Posted 29 March 2019
“It may take a while to get events and trips up and running, but if to start with, we can make life just a little bit easier for one new woman joining this amazing profession, then this whole enterprise will have been worth it.”
A new group focused on women in engineering which aims to take a positive-only approach to increasing female representation in the industry has been set up at Harper Adams University.
Stellar Harper Engineers (SHE) is the brainchild of BEng (Hons) Mechanical Engineering student Anita Woolf, 20, who was inspired by her research into women in engineering after being awarded the Douglas Bomford Trust Scholarship in 2018.
“I had a very large shock when I came to Harper, having gone to an all-girls school and then arriving at the University to be one of two females in engineering in my year,” says Anita from Northamptonshire. “There was a lot to get used to, and if there had just been a group of people to say ‘hello, there are other girls in engineering’; that would have made it a lot easier.
“My research into females in engineering opened many possibilities for me, and on one of these occasions I found myself at a networking event. It was a phenomenal experience, except a re-occurring theme kept coming back up: when I was talking to my peers, they would end up mentioning their university groups - which got me thinking about the fact there wasn’t anything comparable at Harper.
“I mentioned this to one of my lecturers, who then highly encouraged me to see whether it would be possible to set something up; this is how the group started.”
SHE has three main aims: to be a positive-only area focused around women in engineering; a platform to encourage and share student success stories; and a place to learn about other inspirational women and engineering events focused around women. It will also be looking at organising industry trips and working with the local community.
The group enjoyed a successful lunchtime launch, where the views of peers at the University were shared, as well as discussions about what other students would want the focus to be. Industry trips proved a very popular suggestion. As well as this, a number of quotes were gathered from those in attendance, talking of pride in being woman engineers, encouraging and including all those who want to enter the profession, and the importance of talent from both sexes entering the industry to meet the demands of the future.
“It may take a while to get events and trips up and running, but if to start with, we can make life just a little bit easier for one new woman joining this amazing profession, then this whole enterprise will have been worth it”, adds Anita.

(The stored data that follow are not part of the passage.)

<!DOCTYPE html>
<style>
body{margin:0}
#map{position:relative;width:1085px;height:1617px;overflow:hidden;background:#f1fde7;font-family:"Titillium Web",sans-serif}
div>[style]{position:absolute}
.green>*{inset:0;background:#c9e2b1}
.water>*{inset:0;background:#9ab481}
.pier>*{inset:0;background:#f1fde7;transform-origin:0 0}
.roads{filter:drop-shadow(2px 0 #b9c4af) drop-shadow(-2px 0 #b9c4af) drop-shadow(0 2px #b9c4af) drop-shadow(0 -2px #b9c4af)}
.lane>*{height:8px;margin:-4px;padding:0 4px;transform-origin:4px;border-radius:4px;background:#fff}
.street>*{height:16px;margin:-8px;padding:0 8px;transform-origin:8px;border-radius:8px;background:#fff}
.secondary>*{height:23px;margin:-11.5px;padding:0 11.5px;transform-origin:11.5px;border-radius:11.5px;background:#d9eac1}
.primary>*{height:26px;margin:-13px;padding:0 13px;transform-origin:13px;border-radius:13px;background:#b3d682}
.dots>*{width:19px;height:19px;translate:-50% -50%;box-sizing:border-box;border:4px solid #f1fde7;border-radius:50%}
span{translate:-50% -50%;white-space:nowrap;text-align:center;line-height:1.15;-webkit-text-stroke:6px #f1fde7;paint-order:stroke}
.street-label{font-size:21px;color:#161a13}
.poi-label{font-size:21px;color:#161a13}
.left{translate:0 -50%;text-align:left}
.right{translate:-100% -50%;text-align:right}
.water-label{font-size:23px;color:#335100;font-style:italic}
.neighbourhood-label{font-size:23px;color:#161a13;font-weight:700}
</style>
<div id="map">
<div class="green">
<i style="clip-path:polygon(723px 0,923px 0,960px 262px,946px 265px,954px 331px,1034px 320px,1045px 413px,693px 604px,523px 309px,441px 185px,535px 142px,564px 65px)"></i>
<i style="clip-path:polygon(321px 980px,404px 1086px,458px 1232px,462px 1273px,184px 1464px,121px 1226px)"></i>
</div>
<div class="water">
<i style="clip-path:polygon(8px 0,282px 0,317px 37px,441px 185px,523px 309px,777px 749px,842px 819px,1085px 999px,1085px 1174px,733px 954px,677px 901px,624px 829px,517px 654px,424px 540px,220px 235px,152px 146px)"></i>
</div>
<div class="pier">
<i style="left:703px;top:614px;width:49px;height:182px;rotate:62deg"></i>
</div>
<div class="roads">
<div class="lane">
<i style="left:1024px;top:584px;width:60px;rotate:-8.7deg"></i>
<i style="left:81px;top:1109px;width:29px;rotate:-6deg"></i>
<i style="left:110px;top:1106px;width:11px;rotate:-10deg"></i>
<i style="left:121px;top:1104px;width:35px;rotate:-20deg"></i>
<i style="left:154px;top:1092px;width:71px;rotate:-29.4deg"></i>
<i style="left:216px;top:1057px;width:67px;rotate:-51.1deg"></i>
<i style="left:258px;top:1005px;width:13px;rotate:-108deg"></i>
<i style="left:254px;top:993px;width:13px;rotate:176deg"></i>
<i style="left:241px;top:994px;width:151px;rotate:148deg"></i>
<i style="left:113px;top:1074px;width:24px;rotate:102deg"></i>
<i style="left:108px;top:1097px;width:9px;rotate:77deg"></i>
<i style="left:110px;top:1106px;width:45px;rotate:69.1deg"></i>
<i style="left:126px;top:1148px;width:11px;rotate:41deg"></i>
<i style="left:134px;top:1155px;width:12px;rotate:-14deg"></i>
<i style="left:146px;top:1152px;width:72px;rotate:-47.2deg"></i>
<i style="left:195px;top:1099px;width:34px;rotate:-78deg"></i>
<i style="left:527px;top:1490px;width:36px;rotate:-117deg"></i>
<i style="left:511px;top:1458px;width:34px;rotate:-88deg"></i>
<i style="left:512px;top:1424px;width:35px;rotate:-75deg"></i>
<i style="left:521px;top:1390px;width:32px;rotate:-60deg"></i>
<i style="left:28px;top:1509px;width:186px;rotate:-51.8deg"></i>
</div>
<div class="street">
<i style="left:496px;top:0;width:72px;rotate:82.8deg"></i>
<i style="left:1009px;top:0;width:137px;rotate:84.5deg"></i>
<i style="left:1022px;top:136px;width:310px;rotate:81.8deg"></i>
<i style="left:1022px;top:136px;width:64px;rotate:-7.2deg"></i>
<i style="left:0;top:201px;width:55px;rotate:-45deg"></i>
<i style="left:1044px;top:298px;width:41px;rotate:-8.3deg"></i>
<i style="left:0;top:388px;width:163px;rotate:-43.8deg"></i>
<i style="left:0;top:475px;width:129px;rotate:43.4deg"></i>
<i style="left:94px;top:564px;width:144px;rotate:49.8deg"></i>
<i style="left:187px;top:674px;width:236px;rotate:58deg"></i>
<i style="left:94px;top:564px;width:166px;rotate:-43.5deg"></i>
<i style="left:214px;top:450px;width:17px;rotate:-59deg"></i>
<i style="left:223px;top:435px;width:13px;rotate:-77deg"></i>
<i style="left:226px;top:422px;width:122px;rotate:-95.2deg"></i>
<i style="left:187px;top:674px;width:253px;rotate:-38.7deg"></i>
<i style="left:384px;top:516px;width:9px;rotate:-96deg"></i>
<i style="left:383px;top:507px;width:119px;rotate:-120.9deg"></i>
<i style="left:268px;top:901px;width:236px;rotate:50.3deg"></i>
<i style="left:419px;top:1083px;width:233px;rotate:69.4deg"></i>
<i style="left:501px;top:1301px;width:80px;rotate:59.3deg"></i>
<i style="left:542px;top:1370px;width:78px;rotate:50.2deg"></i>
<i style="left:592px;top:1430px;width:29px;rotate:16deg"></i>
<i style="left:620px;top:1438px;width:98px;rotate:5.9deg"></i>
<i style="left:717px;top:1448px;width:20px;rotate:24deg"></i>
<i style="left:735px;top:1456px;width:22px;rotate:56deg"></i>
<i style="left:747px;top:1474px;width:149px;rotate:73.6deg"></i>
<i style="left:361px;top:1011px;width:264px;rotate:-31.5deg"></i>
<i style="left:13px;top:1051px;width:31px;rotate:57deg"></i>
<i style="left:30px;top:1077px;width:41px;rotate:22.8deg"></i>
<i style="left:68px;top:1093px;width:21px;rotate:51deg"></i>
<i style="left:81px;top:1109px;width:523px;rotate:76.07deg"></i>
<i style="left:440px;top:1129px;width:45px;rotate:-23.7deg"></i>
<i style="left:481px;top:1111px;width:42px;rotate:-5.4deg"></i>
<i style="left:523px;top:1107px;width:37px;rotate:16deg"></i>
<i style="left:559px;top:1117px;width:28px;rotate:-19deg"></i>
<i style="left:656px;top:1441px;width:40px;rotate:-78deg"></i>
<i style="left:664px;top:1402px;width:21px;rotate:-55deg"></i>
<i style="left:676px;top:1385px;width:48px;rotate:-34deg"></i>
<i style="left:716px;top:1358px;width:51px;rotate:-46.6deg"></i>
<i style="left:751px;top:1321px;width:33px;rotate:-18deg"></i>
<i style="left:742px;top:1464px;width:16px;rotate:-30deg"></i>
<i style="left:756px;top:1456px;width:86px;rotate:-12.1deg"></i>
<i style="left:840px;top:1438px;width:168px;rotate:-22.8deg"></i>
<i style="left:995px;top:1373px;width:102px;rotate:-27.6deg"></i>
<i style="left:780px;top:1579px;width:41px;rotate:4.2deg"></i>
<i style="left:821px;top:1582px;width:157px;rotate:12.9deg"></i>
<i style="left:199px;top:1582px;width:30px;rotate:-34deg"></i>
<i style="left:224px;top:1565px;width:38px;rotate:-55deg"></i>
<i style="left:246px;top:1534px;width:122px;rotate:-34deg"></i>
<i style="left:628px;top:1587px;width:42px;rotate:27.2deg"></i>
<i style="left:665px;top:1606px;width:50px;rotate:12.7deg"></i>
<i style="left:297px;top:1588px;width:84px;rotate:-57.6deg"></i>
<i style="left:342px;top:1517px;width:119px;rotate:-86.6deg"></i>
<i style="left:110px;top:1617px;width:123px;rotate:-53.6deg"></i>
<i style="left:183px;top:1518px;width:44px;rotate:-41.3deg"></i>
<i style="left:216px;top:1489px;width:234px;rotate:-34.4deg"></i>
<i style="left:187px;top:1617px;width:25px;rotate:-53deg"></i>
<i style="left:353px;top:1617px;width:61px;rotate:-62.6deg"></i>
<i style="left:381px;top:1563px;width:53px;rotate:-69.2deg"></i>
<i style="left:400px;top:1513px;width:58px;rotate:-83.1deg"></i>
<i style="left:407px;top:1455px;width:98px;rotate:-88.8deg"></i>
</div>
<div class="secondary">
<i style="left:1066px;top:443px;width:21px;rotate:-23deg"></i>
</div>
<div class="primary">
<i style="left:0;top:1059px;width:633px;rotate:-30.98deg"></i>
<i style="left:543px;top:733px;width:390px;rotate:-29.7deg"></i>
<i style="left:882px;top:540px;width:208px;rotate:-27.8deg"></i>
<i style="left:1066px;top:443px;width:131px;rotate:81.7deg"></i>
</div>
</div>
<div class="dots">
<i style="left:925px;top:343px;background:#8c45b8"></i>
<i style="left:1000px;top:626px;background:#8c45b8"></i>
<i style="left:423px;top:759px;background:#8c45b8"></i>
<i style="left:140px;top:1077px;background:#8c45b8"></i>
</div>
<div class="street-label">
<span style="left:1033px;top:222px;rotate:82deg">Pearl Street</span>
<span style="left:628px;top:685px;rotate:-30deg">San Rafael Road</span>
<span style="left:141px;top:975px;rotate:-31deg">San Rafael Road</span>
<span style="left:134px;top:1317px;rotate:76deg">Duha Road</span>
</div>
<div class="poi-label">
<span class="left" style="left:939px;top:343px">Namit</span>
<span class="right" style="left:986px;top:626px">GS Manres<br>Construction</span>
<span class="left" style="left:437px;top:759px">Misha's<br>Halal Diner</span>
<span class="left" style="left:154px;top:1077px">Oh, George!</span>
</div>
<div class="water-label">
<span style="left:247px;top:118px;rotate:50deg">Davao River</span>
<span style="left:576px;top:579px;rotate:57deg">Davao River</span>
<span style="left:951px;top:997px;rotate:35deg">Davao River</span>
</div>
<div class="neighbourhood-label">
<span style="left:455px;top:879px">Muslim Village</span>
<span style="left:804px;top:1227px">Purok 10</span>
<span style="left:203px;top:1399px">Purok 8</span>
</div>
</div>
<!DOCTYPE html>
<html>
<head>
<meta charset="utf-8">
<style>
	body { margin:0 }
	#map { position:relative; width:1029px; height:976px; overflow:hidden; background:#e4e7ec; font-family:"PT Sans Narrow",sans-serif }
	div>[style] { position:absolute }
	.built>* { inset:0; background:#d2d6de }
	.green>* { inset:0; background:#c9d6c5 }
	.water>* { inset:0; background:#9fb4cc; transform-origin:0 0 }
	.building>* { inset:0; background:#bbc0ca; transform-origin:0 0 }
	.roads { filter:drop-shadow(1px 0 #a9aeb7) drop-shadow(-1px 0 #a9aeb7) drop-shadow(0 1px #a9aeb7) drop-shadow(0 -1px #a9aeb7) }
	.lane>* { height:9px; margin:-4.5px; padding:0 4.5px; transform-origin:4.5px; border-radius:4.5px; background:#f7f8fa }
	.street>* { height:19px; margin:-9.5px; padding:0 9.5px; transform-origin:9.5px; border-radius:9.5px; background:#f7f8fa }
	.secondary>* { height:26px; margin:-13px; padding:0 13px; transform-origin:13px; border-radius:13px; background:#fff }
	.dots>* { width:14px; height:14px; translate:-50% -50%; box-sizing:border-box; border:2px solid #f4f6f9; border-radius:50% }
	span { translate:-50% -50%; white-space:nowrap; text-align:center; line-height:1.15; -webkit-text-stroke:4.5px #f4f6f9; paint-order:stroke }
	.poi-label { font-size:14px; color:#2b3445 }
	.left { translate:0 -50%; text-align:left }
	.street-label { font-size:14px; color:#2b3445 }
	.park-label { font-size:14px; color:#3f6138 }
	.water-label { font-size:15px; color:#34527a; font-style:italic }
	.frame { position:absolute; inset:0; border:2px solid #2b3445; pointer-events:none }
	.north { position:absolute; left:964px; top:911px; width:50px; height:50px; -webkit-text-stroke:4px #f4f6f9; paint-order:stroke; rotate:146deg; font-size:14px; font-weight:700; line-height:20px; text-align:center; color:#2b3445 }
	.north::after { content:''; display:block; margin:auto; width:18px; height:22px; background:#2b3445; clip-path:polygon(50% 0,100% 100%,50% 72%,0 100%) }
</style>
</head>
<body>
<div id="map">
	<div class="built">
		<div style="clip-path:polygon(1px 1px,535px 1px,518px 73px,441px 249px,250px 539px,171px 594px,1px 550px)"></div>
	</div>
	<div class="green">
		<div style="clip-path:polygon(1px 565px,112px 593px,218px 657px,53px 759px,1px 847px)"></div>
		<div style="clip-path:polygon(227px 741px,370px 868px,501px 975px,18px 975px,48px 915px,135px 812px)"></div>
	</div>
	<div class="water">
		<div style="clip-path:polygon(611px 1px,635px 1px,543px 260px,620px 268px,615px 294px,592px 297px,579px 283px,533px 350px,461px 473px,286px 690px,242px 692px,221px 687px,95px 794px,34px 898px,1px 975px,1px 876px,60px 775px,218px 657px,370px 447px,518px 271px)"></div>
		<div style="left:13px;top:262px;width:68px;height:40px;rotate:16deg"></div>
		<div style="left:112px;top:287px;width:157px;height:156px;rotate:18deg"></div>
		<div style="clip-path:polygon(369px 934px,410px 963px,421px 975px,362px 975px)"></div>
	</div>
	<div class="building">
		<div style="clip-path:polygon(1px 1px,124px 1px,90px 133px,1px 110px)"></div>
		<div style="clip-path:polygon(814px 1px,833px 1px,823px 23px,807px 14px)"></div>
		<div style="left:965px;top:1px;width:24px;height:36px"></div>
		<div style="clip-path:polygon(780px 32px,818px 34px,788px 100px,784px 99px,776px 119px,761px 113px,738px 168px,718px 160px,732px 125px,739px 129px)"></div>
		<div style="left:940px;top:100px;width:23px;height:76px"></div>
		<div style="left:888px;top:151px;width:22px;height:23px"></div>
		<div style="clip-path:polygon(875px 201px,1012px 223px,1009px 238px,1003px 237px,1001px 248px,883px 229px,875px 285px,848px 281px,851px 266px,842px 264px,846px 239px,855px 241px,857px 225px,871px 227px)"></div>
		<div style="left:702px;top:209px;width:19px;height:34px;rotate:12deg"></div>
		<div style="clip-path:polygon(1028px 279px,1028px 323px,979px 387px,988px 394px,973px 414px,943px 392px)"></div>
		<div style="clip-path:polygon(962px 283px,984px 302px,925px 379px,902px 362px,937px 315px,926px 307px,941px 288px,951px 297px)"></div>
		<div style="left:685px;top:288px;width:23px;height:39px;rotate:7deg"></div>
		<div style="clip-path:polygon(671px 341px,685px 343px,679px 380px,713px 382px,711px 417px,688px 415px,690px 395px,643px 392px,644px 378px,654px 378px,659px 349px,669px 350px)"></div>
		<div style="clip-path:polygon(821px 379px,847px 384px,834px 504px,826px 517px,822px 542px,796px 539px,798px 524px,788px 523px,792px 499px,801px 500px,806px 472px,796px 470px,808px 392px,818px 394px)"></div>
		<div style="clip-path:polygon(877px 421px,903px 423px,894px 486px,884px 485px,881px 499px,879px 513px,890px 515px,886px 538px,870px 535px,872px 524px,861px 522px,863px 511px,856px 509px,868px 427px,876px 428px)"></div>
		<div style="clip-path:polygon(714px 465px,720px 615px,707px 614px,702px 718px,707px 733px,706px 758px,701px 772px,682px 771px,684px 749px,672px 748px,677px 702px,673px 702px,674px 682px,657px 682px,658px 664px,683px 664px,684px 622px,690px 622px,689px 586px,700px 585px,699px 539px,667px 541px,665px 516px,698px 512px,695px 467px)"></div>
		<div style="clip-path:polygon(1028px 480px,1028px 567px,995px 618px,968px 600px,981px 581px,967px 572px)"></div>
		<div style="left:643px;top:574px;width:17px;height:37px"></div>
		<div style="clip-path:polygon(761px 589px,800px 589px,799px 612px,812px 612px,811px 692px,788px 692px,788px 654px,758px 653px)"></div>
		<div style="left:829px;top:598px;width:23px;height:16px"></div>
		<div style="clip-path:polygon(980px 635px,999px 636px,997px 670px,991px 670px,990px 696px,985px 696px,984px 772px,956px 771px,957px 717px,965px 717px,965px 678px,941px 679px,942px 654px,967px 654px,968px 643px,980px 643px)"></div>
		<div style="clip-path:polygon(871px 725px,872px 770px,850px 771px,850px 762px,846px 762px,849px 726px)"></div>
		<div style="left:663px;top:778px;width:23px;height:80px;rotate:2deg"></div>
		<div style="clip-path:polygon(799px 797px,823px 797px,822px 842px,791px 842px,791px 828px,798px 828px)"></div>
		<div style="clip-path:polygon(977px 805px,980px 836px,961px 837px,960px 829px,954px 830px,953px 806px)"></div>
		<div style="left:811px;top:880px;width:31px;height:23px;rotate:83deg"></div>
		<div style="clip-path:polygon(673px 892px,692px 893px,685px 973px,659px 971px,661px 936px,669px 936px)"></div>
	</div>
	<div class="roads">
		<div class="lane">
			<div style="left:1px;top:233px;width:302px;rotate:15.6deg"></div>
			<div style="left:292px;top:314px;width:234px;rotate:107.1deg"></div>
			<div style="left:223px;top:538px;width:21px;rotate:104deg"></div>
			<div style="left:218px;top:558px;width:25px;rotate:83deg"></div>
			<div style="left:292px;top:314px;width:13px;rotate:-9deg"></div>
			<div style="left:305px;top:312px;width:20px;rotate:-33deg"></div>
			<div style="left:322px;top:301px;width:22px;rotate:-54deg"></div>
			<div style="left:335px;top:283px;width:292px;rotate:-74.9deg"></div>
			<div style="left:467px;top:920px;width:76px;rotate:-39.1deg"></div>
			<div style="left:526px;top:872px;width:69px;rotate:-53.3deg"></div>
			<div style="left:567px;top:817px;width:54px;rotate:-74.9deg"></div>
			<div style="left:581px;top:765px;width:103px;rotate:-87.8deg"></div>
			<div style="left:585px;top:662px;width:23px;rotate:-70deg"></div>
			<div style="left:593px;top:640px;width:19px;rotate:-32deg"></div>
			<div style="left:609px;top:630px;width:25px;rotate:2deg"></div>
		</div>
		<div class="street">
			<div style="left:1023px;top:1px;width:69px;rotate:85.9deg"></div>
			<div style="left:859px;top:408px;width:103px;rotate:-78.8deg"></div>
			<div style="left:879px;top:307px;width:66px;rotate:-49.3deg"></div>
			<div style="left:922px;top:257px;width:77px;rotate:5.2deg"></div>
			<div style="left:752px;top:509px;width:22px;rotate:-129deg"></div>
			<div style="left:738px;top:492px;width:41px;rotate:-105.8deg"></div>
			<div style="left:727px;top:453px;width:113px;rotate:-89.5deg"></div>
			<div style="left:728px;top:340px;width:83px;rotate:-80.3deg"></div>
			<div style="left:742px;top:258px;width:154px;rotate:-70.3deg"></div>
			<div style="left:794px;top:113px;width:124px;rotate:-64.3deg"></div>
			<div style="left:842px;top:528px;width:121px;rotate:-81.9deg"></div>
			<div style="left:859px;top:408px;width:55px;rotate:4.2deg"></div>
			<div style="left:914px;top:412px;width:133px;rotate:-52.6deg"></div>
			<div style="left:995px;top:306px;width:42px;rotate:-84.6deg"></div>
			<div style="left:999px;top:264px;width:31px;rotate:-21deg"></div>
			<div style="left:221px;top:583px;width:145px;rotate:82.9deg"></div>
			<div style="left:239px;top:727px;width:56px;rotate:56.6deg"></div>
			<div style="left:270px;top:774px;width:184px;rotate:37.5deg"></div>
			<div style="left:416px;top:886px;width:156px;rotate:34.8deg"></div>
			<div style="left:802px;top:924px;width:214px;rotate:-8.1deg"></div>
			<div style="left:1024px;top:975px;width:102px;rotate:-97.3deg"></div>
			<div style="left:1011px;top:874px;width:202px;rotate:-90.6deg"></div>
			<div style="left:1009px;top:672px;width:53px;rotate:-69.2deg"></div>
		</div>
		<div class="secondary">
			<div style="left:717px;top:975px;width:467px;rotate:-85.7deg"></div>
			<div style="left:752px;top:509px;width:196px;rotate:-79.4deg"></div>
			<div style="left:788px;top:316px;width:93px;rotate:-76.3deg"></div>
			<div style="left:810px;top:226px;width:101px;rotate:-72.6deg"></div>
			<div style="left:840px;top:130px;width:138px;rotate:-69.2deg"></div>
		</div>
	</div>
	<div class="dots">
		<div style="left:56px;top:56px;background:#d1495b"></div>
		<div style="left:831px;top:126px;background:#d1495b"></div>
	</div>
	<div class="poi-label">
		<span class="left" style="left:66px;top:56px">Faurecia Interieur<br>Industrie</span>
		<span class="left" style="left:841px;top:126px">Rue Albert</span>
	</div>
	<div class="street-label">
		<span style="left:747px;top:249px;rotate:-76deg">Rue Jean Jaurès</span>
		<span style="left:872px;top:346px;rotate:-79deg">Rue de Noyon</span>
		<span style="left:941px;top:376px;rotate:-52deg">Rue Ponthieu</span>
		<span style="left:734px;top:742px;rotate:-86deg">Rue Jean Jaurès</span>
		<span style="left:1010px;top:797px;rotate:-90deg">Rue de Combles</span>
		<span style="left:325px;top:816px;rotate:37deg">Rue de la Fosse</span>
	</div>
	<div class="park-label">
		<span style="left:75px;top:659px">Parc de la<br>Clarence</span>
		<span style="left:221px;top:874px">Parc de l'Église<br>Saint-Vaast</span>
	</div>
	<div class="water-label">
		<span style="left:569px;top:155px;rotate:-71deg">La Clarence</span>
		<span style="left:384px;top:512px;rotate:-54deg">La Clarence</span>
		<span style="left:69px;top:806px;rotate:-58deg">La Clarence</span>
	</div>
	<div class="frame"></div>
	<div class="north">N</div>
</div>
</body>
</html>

The group are also supporting the University's outreach activity. Outreach Manager Kimberly Chadwick said: "The Stellar Harper Engineers have been a fantastic addition to the breadth and depth of outreach provision we can provide around STEM, in particular focusing on raising the aspirations of girls to aspire to careers within engineering and STEM related subjects; right the way from Key stage 2 to Key stage 5.
"We are looking forward to having them involved in some of our biggest on-campus events like the Field to Fork Festival and raising aspirations among parents and the community too. It's a fantastic initiative and one we are very proud to work alongside in outreach.”